_Data records_
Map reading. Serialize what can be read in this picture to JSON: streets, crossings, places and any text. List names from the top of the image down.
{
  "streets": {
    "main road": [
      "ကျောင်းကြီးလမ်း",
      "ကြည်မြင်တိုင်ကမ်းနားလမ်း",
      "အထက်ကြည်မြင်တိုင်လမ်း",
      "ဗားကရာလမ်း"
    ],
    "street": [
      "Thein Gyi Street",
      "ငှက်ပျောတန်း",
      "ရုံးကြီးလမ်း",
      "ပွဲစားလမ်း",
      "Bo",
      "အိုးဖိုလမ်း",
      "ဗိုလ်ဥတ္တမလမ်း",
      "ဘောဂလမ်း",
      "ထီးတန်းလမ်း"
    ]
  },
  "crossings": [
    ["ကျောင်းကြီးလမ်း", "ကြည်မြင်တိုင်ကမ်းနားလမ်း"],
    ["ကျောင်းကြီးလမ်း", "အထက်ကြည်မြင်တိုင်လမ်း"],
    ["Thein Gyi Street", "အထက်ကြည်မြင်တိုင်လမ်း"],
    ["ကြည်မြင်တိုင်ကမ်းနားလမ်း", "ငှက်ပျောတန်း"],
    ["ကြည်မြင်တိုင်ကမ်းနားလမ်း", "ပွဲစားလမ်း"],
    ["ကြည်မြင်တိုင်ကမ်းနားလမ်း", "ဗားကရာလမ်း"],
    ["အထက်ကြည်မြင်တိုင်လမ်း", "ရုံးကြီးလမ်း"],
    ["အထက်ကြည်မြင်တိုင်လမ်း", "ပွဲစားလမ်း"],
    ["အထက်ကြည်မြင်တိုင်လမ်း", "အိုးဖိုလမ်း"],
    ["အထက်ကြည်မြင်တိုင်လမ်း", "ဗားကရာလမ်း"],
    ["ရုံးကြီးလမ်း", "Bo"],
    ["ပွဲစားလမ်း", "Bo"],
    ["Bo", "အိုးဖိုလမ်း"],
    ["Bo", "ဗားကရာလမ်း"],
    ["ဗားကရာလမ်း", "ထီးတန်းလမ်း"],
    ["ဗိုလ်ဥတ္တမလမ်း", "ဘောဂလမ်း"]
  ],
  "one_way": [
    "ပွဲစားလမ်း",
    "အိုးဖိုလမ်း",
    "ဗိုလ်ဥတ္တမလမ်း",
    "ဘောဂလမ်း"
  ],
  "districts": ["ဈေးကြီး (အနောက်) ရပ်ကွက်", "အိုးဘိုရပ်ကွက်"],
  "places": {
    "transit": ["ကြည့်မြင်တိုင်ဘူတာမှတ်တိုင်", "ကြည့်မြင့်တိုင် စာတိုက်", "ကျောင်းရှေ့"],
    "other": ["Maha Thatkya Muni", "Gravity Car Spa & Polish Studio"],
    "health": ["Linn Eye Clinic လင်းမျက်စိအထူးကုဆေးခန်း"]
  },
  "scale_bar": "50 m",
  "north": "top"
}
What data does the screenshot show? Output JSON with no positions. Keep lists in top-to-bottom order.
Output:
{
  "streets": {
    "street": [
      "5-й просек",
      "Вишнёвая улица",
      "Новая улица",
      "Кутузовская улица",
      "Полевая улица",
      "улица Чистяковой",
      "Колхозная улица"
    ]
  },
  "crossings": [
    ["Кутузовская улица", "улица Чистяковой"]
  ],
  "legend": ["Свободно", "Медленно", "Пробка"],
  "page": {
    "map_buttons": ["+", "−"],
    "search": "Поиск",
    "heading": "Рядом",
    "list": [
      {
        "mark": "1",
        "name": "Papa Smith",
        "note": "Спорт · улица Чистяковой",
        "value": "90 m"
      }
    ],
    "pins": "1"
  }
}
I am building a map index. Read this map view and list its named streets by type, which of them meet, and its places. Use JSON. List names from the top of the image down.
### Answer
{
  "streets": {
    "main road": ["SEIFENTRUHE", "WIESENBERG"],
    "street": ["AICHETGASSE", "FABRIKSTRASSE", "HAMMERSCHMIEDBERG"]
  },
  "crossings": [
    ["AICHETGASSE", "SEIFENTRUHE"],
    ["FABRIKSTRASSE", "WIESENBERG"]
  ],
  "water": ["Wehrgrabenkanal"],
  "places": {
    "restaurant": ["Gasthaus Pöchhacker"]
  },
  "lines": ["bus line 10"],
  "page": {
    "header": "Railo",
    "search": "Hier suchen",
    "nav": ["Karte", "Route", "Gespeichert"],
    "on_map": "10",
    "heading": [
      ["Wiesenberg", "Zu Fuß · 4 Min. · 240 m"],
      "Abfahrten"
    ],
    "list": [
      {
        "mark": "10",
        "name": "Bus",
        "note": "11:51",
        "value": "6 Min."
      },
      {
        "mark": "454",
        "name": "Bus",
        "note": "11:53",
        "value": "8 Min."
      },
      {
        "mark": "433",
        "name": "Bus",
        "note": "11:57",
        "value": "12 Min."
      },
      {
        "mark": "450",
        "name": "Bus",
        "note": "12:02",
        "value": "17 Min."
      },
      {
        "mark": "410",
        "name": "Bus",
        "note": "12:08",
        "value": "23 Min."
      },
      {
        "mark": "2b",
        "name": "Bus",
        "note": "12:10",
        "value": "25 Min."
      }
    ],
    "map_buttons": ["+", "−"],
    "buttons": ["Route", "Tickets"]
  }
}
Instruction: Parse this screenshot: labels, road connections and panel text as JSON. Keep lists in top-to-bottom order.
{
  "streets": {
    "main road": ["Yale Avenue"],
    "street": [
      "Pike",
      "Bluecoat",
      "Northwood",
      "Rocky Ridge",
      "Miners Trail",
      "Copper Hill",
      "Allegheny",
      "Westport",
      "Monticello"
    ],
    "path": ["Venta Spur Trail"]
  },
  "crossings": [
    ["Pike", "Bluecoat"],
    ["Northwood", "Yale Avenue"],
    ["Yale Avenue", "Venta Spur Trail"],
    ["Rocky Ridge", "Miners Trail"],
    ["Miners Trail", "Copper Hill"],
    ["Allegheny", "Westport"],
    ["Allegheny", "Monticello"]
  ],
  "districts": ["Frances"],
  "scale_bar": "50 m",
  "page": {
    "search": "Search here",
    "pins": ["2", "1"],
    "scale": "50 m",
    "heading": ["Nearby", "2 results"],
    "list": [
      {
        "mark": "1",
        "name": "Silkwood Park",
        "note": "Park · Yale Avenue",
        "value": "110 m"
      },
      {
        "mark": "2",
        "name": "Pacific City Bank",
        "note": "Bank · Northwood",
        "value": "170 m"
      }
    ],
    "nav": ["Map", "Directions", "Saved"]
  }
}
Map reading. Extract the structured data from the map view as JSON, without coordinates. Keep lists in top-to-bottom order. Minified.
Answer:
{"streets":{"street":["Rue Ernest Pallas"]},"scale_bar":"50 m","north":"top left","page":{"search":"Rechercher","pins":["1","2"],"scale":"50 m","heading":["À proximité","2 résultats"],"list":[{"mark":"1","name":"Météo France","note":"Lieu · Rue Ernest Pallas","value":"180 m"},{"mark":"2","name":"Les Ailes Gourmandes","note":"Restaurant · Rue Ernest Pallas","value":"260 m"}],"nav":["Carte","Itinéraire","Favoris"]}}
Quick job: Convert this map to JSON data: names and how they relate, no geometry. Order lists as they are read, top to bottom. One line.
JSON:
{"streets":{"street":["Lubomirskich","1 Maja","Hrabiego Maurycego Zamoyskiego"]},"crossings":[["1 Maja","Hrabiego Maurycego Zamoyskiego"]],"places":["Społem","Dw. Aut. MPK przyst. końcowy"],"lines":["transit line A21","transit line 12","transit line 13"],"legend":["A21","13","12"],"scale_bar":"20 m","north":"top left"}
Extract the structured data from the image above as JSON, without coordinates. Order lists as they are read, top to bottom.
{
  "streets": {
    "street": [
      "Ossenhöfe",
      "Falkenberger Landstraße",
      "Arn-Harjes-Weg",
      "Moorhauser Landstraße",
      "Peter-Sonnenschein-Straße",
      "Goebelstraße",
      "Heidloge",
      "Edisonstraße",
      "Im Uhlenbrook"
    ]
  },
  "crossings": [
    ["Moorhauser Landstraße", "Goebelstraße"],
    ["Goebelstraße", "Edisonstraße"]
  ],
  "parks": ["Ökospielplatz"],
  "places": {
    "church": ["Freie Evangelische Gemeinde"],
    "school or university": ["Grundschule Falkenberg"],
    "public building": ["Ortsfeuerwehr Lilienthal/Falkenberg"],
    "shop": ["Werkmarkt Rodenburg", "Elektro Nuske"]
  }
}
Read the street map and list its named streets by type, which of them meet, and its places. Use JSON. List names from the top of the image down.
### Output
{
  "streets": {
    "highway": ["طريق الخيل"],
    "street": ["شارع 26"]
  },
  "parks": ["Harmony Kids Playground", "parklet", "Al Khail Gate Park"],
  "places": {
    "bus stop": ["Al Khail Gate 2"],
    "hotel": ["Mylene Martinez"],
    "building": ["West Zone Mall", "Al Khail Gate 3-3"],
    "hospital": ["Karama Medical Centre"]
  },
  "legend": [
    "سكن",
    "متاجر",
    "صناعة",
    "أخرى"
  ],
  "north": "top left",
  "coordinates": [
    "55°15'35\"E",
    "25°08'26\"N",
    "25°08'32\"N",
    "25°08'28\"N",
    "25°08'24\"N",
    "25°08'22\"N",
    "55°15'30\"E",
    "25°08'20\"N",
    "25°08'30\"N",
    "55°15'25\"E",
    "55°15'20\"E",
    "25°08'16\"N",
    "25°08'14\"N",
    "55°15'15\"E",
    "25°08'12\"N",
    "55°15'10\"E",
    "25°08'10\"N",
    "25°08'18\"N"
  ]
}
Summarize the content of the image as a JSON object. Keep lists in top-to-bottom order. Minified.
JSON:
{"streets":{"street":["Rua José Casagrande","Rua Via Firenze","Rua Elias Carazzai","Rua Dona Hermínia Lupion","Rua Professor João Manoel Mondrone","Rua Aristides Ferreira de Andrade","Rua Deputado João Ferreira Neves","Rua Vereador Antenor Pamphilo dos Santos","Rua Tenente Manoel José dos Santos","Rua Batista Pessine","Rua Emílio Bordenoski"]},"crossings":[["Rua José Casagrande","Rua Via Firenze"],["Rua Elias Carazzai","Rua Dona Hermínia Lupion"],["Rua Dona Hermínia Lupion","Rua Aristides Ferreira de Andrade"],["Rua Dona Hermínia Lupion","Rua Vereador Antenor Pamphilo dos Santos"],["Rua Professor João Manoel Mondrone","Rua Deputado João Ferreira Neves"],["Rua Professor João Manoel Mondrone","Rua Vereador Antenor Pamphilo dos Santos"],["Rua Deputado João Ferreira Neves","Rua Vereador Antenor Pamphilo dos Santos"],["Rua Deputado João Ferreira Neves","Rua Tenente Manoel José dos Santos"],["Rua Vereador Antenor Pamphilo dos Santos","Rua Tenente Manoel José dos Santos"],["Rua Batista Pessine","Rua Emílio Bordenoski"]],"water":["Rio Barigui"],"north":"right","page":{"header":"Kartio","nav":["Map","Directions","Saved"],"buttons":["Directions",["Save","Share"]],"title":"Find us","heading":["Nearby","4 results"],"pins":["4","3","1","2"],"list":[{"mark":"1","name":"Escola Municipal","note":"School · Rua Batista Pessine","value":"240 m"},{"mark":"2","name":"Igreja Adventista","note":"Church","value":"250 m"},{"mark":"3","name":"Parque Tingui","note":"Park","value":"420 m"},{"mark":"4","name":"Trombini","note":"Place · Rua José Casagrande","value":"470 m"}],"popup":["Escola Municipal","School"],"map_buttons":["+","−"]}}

_Exercise details_
From the entries above, copy every line that holds the word "they".

_Response to the task_
Quick job: Convert this map to JSON data: names and how they relate, no geometry. Order lists as they are read, top to bottom. One line.
Extract the structured data from the image above as JSON, without coordinates. Order lists as they are read, top to bottom.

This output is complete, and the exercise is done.